400 km/h, 10 mètres de long…
L’engin multifonctions est destiné à l’observation et au renseignement. Il permettra aussi de frapper des cibles. Le drone mesurera 10 mètres de long pour 8 mètres de large, il pourra se déplacer à 400 km/h et atteindre l’altitude de 5 000 mètres, détaillent nos confrères.
Il sortira de l’usine de Renault du Mans, qui fabrique aujourd’hui des composants, des châssis et des pièces de fonderie. 600 drones par mois devraient y être produits. Les moteurs des aéronefs seront, eux, fabriqués par l’usine de Cléon (Normandie), rapporte Franceinfo ce jour.
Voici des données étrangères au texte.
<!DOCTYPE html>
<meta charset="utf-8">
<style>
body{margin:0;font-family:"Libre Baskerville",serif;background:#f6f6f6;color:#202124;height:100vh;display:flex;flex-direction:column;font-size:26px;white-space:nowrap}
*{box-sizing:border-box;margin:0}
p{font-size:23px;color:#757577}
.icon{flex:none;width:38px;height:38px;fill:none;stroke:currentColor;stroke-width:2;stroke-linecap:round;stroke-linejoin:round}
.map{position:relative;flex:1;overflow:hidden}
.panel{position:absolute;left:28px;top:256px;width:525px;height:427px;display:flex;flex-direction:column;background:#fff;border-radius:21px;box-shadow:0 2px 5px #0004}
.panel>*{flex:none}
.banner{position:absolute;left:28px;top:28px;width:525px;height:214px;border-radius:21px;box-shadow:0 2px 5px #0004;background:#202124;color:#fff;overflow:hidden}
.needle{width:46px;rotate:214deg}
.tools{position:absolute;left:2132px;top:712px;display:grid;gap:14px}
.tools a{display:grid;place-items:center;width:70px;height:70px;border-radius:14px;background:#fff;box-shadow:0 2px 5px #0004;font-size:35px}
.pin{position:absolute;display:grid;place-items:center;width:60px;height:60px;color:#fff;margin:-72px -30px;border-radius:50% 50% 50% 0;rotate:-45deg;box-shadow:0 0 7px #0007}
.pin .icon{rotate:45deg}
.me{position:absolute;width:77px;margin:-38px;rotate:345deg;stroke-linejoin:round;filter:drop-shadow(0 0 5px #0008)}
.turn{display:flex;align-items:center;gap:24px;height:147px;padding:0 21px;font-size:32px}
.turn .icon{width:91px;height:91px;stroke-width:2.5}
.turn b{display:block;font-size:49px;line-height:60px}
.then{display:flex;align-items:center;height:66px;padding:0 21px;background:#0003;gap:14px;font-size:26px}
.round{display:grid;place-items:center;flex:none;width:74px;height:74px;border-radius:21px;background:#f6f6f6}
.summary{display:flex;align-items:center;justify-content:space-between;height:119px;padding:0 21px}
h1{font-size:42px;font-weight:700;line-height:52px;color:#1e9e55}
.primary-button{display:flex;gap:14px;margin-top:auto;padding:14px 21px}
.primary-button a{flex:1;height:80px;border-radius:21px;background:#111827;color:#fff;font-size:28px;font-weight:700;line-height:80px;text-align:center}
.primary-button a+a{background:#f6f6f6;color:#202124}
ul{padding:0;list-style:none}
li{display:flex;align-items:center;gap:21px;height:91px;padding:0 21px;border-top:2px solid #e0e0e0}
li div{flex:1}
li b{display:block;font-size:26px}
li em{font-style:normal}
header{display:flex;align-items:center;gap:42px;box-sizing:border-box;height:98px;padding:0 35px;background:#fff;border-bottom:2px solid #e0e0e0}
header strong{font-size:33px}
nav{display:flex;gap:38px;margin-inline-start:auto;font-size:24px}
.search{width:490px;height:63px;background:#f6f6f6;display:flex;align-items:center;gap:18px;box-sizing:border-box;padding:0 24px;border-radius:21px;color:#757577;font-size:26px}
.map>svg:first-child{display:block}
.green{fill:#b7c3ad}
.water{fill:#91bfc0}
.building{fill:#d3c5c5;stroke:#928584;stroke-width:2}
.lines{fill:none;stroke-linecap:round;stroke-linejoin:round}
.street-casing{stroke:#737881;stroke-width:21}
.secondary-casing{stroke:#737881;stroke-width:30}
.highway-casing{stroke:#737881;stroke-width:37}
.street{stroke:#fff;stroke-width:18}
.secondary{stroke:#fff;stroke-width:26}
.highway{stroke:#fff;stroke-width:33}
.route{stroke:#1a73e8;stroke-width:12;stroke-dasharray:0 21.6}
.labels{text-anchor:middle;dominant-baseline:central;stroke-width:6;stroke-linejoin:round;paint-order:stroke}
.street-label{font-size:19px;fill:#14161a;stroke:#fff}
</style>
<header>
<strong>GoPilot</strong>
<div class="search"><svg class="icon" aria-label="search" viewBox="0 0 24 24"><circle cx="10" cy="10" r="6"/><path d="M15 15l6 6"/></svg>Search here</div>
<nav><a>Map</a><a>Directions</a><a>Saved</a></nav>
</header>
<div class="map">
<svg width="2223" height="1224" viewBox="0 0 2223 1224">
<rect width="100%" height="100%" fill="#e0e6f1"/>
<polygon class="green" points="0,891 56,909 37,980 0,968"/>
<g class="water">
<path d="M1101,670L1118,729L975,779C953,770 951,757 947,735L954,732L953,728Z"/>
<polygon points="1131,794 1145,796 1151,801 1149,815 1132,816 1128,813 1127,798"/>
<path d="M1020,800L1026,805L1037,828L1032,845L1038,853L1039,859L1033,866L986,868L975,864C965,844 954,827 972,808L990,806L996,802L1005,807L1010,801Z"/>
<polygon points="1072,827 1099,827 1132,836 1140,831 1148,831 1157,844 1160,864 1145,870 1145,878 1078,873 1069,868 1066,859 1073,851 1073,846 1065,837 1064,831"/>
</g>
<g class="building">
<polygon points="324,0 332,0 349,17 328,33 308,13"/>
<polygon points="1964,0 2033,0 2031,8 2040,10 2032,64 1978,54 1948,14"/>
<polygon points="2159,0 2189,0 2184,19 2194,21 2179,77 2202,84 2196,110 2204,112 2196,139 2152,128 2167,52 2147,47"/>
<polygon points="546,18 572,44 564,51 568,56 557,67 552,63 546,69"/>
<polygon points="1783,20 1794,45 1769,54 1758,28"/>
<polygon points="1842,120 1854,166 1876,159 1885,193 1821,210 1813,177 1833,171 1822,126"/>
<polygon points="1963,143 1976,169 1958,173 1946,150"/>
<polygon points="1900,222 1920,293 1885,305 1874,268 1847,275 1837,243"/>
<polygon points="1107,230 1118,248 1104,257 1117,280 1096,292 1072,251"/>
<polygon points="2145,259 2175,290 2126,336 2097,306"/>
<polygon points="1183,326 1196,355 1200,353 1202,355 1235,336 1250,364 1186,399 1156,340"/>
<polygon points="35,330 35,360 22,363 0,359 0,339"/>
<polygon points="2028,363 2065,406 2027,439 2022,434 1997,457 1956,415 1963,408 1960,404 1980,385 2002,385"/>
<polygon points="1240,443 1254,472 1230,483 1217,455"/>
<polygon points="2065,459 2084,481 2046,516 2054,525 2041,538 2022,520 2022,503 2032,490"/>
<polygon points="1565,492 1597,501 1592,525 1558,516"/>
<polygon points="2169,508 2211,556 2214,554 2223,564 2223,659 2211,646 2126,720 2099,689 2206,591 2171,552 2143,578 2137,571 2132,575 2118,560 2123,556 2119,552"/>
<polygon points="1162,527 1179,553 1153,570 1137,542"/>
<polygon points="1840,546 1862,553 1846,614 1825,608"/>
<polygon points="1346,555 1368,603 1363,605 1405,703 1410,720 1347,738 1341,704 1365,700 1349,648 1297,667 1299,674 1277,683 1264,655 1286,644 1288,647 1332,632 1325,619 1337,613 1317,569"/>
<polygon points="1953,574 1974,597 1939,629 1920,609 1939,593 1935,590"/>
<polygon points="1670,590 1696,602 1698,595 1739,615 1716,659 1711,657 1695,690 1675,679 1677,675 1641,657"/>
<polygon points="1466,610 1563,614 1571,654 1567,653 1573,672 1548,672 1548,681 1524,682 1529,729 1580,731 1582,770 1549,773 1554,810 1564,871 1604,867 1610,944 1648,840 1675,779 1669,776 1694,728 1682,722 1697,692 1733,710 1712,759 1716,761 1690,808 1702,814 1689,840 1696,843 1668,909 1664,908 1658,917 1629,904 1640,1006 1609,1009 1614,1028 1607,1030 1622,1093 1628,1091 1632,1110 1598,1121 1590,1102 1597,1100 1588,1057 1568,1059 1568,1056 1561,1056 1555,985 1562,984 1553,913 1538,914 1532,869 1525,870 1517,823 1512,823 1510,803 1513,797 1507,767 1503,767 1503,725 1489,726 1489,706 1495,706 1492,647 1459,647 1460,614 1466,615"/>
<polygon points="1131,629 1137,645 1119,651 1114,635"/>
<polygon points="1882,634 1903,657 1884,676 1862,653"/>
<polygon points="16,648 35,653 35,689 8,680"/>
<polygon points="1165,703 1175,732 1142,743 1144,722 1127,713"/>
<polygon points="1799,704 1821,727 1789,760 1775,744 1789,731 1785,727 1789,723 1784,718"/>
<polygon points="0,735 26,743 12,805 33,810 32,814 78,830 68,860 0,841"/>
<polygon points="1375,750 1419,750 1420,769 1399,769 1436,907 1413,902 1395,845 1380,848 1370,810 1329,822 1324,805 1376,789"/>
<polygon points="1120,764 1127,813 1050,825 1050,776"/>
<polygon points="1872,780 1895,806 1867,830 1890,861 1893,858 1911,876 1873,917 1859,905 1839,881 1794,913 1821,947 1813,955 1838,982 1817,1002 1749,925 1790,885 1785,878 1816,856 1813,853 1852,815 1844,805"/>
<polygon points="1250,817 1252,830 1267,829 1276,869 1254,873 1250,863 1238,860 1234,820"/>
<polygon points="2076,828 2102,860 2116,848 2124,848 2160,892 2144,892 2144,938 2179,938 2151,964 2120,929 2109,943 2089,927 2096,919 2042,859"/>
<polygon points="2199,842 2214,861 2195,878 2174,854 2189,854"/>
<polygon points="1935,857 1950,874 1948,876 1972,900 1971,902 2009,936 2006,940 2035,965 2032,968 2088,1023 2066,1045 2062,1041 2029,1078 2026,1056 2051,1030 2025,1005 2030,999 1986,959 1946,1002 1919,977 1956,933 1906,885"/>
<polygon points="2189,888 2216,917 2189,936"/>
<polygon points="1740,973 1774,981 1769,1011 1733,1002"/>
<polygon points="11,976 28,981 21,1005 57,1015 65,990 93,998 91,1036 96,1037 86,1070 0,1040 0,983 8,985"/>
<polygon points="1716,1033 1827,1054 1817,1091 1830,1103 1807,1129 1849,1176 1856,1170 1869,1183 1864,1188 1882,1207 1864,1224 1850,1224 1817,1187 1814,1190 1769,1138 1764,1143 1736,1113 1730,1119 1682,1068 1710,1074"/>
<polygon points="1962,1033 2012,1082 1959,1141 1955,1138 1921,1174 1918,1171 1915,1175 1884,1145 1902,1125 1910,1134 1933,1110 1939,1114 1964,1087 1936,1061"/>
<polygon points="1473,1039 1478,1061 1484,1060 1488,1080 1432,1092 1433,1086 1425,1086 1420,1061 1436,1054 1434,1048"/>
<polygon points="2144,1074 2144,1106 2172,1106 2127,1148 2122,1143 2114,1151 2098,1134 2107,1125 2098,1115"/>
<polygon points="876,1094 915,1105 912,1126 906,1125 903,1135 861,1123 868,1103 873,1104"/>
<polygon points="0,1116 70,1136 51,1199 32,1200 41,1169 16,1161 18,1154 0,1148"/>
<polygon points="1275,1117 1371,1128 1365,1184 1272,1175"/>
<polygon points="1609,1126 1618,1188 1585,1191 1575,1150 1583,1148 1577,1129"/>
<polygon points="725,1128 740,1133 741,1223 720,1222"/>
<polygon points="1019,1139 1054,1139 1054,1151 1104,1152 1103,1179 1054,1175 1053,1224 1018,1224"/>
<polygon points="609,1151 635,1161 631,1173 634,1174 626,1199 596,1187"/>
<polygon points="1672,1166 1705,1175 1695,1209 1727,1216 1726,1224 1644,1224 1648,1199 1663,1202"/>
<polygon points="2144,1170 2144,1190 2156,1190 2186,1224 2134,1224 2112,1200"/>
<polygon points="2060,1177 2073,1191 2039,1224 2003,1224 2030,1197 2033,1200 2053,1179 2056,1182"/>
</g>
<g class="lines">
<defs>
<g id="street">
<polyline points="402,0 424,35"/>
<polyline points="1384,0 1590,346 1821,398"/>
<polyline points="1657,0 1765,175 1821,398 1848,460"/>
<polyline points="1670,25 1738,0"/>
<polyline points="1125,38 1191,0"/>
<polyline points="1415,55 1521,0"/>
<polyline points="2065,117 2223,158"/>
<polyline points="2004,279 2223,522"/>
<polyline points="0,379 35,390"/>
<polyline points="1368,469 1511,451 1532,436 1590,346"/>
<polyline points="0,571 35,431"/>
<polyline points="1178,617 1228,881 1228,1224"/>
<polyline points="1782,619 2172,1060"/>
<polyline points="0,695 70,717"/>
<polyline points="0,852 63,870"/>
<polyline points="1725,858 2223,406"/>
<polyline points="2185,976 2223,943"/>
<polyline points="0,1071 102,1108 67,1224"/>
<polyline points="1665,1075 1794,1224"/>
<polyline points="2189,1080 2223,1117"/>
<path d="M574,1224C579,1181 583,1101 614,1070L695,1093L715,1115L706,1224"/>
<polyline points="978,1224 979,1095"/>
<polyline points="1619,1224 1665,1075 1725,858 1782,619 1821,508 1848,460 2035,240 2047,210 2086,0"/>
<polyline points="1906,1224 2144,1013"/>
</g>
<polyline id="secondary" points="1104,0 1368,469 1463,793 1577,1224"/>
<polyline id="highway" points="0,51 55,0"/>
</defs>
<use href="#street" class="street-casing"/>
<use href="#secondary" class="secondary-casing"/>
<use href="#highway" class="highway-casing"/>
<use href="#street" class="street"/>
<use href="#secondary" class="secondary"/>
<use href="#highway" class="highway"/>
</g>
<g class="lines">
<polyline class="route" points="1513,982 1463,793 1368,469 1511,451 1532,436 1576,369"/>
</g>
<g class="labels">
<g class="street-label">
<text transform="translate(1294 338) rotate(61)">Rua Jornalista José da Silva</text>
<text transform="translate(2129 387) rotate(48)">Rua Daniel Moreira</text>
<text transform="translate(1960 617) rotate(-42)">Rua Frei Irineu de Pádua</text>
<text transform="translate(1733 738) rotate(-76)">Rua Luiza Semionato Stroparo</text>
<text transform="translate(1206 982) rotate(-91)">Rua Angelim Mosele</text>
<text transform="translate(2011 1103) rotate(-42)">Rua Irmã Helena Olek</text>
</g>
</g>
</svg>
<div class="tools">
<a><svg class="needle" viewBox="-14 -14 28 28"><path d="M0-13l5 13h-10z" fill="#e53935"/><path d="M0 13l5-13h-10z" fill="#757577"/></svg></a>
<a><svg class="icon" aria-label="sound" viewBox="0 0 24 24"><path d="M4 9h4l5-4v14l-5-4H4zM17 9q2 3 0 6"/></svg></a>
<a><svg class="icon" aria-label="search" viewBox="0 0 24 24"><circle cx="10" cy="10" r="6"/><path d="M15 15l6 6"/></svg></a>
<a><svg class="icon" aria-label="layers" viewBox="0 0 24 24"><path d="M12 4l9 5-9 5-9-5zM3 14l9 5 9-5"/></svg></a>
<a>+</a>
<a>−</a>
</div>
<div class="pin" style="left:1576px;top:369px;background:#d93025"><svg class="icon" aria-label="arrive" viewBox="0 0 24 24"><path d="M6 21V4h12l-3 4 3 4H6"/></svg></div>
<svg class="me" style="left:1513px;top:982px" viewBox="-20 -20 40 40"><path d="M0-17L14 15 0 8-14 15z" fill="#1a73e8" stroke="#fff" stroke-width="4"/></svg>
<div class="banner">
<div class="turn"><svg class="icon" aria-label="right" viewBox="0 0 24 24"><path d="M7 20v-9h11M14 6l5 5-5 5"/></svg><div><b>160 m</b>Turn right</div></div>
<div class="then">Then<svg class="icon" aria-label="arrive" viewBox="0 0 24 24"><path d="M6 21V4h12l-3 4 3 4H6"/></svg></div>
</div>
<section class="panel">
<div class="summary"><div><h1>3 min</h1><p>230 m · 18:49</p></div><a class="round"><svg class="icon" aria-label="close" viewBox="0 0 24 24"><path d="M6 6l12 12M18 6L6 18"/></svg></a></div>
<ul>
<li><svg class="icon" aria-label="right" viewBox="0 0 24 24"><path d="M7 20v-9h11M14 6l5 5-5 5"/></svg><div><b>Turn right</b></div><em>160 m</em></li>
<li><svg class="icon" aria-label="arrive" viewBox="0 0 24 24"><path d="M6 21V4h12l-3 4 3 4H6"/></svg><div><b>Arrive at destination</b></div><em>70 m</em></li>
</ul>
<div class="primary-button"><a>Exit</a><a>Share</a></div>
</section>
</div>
Ces deux informations n’ont pas encore été confirmées par le constructeur.
Mais selon La Tribune, ce mardi 20 janvier, les premiers essais en vol sont prévus en septembre prochain. Depuis des mois, la France cherche à rattraper son retard dans le secteur, alors que les drones, potentiellement à usage unique, sont devenus des systèmes indispensables en Ukraine. Interrogé par l‘AFP, le groupe Renault explique ainsi avoir été « sollicité par le ministère des Armées français » pour « mettre son expertise au service du développement d’une filière française de drones ».